Sebi Eases Tech Glitch Rules: Small Brokers Get Relief, Reporting Time Doubled
Sebi relaxes tech glitch reporting rules for small brokers

In a significant move aimed at reducing the compliance burden for smaller market participants, the Securities and Exchange Board of India (Sebi) announced a series of relaxations concerning the reporting of technical glitches by stock brokers. The new framework, declared on Friday, introduces exemptions based on client size and the nature of disruptions.

Key Exemptions for Smaller Brokerage Firms

The markets regulator has provided a major relief to smaller brokers. Sebi has stated that brokers who have less than 10,000 active clients are now exempt from the obligation to report technical glitches occurring at their end. This threshold is expected to cover a substantial number of smaller and regional brokerage houses, allowing them to focus on their core operations without the overhead of frequent regulatory reporting for minor IT issues.

Revised Reporting Timeline and Scope

For brokers who are required to report incidents, the timeline has been made more pragmatic. Sebi has doubled the reporting window from one hour to two hours, giving firms more time to assess and confirm a disruption before notifying the regulator.

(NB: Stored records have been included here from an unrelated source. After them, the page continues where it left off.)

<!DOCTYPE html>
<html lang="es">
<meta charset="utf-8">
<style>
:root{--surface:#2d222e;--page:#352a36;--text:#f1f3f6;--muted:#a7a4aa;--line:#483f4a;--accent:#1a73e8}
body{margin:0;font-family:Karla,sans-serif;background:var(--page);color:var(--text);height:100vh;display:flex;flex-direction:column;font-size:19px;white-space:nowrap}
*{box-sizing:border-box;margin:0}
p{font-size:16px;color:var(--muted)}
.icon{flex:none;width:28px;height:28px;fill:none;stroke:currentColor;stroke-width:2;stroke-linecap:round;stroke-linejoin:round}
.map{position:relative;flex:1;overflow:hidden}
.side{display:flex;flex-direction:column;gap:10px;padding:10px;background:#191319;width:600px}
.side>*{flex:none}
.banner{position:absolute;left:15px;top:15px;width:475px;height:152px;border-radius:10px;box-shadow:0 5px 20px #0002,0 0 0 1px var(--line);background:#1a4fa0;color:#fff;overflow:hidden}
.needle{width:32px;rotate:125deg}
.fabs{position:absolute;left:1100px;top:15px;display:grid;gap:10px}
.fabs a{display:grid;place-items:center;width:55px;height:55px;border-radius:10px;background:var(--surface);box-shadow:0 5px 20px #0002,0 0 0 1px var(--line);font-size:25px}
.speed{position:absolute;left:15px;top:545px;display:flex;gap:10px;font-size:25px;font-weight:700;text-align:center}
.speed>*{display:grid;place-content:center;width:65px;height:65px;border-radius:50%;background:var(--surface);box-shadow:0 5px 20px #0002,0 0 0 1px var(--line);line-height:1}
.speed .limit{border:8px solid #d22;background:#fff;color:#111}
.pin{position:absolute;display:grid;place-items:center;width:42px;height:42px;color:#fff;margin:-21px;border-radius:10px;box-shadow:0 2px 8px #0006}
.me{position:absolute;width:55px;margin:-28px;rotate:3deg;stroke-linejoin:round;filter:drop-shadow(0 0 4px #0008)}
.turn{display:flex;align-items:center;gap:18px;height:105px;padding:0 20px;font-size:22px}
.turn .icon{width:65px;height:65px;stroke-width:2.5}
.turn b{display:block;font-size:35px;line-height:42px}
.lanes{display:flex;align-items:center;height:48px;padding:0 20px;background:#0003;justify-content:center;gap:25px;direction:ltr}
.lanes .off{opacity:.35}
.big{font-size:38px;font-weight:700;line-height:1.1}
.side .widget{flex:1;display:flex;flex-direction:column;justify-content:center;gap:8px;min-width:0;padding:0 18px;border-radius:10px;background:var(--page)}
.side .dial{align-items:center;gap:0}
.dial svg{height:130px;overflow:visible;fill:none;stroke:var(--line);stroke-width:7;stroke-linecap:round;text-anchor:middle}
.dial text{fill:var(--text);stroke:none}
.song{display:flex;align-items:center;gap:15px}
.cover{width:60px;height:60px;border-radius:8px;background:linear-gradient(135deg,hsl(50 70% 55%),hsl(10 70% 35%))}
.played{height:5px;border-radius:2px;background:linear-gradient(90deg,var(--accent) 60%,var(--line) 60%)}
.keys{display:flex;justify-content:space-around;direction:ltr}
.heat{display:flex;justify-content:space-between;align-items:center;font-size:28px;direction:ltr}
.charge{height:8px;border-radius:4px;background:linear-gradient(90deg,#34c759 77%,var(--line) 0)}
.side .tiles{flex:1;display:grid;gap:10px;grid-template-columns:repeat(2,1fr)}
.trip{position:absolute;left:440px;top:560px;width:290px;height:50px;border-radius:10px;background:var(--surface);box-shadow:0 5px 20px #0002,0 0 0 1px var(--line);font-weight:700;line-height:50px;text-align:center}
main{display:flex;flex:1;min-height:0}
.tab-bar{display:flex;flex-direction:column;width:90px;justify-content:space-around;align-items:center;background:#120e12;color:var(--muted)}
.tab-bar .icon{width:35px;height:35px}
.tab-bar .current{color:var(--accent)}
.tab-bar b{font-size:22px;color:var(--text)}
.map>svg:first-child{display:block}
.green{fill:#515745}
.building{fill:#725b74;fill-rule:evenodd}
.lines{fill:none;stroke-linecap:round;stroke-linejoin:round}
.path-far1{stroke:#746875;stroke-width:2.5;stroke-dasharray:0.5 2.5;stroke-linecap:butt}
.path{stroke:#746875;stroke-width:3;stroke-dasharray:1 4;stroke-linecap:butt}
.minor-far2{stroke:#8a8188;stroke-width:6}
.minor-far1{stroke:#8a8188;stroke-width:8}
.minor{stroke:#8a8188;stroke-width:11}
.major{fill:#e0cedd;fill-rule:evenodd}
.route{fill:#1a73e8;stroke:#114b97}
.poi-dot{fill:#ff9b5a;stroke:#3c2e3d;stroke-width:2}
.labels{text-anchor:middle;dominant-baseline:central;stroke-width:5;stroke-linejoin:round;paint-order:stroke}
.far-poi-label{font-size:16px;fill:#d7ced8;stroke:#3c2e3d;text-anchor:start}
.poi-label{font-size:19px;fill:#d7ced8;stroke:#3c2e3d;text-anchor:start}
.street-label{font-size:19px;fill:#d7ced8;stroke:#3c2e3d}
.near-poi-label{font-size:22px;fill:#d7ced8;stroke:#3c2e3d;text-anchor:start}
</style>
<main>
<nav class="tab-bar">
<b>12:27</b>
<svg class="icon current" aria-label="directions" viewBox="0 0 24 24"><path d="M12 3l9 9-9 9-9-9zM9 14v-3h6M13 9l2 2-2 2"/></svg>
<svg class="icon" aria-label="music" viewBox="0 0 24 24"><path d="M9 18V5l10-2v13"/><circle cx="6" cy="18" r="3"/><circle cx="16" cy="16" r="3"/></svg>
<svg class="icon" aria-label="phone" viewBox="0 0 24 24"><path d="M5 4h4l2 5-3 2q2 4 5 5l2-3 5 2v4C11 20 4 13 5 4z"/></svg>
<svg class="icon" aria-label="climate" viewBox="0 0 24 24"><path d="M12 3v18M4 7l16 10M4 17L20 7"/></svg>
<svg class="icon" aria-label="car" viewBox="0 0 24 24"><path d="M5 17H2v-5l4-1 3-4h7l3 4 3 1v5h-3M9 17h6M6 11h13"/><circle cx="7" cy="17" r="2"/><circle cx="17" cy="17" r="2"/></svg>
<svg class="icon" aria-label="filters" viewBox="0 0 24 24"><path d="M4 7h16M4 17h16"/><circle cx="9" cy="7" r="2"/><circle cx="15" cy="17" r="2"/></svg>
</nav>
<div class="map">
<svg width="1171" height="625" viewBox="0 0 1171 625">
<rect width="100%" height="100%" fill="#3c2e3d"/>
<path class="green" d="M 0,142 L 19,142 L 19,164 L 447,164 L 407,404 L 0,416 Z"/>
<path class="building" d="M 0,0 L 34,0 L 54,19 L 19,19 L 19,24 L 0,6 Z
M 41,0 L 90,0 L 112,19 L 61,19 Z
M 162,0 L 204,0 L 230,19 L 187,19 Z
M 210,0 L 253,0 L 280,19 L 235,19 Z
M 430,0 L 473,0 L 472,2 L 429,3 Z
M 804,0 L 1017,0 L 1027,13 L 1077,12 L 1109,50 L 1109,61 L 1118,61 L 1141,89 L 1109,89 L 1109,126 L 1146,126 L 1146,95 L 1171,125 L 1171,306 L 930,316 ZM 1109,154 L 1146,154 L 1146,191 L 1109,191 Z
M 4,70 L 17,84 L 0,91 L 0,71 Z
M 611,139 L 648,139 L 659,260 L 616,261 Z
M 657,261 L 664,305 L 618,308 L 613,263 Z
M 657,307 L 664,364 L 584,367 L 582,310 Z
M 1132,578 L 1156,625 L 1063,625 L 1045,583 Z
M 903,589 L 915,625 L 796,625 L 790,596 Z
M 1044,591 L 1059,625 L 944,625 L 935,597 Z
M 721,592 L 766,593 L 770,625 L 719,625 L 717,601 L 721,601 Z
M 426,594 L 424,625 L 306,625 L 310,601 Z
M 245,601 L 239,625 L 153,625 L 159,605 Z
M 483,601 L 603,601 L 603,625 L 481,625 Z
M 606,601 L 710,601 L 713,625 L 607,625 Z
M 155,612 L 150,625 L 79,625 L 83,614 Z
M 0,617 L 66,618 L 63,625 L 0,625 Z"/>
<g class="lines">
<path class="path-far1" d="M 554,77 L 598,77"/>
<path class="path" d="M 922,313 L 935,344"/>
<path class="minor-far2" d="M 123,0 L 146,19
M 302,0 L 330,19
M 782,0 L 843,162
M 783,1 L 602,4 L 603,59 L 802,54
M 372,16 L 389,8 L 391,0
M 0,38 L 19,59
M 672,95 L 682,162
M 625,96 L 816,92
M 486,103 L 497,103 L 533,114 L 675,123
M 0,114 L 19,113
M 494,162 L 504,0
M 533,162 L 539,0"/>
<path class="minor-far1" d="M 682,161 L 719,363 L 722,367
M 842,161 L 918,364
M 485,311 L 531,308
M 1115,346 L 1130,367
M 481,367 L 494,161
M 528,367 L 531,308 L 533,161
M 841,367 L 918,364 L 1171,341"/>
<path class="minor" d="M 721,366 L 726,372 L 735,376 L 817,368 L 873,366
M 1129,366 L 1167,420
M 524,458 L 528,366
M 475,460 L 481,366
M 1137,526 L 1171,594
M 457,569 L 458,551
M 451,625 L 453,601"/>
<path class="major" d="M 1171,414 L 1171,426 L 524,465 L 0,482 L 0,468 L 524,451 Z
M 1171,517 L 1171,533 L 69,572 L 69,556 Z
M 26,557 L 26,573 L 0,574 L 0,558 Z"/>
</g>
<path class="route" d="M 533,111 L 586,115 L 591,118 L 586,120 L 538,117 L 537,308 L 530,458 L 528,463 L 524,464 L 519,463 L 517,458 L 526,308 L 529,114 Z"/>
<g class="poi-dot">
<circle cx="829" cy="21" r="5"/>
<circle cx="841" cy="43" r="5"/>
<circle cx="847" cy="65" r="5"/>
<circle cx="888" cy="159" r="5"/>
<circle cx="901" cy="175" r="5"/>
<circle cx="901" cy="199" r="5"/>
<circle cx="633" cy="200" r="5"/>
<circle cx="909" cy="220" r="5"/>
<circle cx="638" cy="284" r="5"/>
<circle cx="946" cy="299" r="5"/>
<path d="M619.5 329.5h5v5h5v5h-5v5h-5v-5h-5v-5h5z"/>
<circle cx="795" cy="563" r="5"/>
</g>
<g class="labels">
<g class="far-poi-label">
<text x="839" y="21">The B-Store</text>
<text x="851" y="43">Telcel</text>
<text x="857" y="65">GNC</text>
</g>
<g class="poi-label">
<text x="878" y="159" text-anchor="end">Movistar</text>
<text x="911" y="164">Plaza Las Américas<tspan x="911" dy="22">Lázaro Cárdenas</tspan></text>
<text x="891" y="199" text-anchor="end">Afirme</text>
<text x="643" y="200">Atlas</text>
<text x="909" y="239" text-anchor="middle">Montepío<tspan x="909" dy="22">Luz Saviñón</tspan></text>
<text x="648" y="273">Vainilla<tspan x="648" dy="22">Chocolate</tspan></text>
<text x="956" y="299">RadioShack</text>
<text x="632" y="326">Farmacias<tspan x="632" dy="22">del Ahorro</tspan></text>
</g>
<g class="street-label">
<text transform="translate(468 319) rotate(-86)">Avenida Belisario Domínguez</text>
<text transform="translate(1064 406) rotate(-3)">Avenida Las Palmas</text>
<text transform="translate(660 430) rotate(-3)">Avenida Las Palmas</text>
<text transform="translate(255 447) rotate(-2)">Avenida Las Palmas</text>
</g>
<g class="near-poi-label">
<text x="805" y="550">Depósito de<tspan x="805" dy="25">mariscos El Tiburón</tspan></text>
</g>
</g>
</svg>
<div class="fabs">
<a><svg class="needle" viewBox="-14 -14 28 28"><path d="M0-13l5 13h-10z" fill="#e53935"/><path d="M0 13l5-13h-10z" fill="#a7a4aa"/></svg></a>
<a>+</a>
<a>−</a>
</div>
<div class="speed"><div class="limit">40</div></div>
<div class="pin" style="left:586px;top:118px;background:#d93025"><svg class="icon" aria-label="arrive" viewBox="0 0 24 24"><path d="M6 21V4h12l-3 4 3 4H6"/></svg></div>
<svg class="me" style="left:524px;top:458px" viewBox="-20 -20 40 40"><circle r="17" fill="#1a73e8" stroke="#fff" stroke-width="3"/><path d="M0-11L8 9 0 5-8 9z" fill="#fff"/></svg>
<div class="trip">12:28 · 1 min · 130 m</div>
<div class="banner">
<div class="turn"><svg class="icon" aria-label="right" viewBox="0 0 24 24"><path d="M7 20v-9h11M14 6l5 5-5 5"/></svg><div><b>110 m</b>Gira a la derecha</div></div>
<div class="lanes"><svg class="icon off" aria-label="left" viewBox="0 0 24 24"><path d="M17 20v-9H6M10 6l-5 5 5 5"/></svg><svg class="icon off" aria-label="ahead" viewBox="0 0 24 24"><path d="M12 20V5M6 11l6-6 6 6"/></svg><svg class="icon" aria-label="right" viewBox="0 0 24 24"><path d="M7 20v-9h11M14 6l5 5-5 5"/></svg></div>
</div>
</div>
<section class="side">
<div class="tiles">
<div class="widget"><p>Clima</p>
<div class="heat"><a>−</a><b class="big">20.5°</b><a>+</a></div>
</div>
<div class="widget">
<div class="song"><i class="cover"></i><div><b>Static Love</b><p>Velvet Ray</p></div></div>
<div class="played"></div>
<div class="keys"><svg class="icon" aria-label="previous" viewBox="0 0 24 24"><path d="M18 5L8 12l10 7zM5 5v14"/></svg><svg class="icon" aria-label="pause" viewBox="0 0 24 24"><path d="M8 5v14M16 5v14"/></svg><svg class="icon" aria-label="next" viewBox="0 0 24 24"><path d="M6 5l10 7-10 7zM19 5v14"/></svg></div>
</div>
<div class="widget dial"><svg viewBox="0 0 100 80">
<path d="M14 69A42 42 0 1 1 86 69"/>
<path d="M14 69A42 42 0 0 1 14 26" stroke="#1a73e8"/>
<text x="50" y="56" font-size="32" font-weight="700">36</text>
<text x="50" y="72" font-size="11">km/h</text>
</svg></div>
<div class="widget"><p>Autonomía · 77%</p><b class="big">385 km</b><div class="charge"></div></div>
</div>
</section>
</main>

Furthermore, the scope of what needs to be reported has been clearly defined. Brokers will not need to comply with these reporting rules in two specific scenarios:

  • When the technical glitch does not impact the trading activity of clients.
  • When the disruption is caused by factors external to the broker's own systems, such as issues with exchange infrastructure or telecom service providers.

Rationalised Penalty Structure

Alongside the reporting relaxations, Sebi has also overhauled the financial disincentive model for technical failures. The penalty structure has been rationalised to account for applicable exemptions, the severity of the glitch (whether it is major or minor), and how frequently such incidents occur at a broker's end. This move ensures that the monetary penalties are proportionate and fair, considering the actual impact and the broker's circumstances.

This regulatory update reflects Sebi's nuanced approach to governance, where it aims to maintain market integrity and investor protection while ensuring that compliance requirements do not become overly onerous for smaller entities. The changes are likely to be welcomed by the brokerage community, especially those serving a niche or regional client base.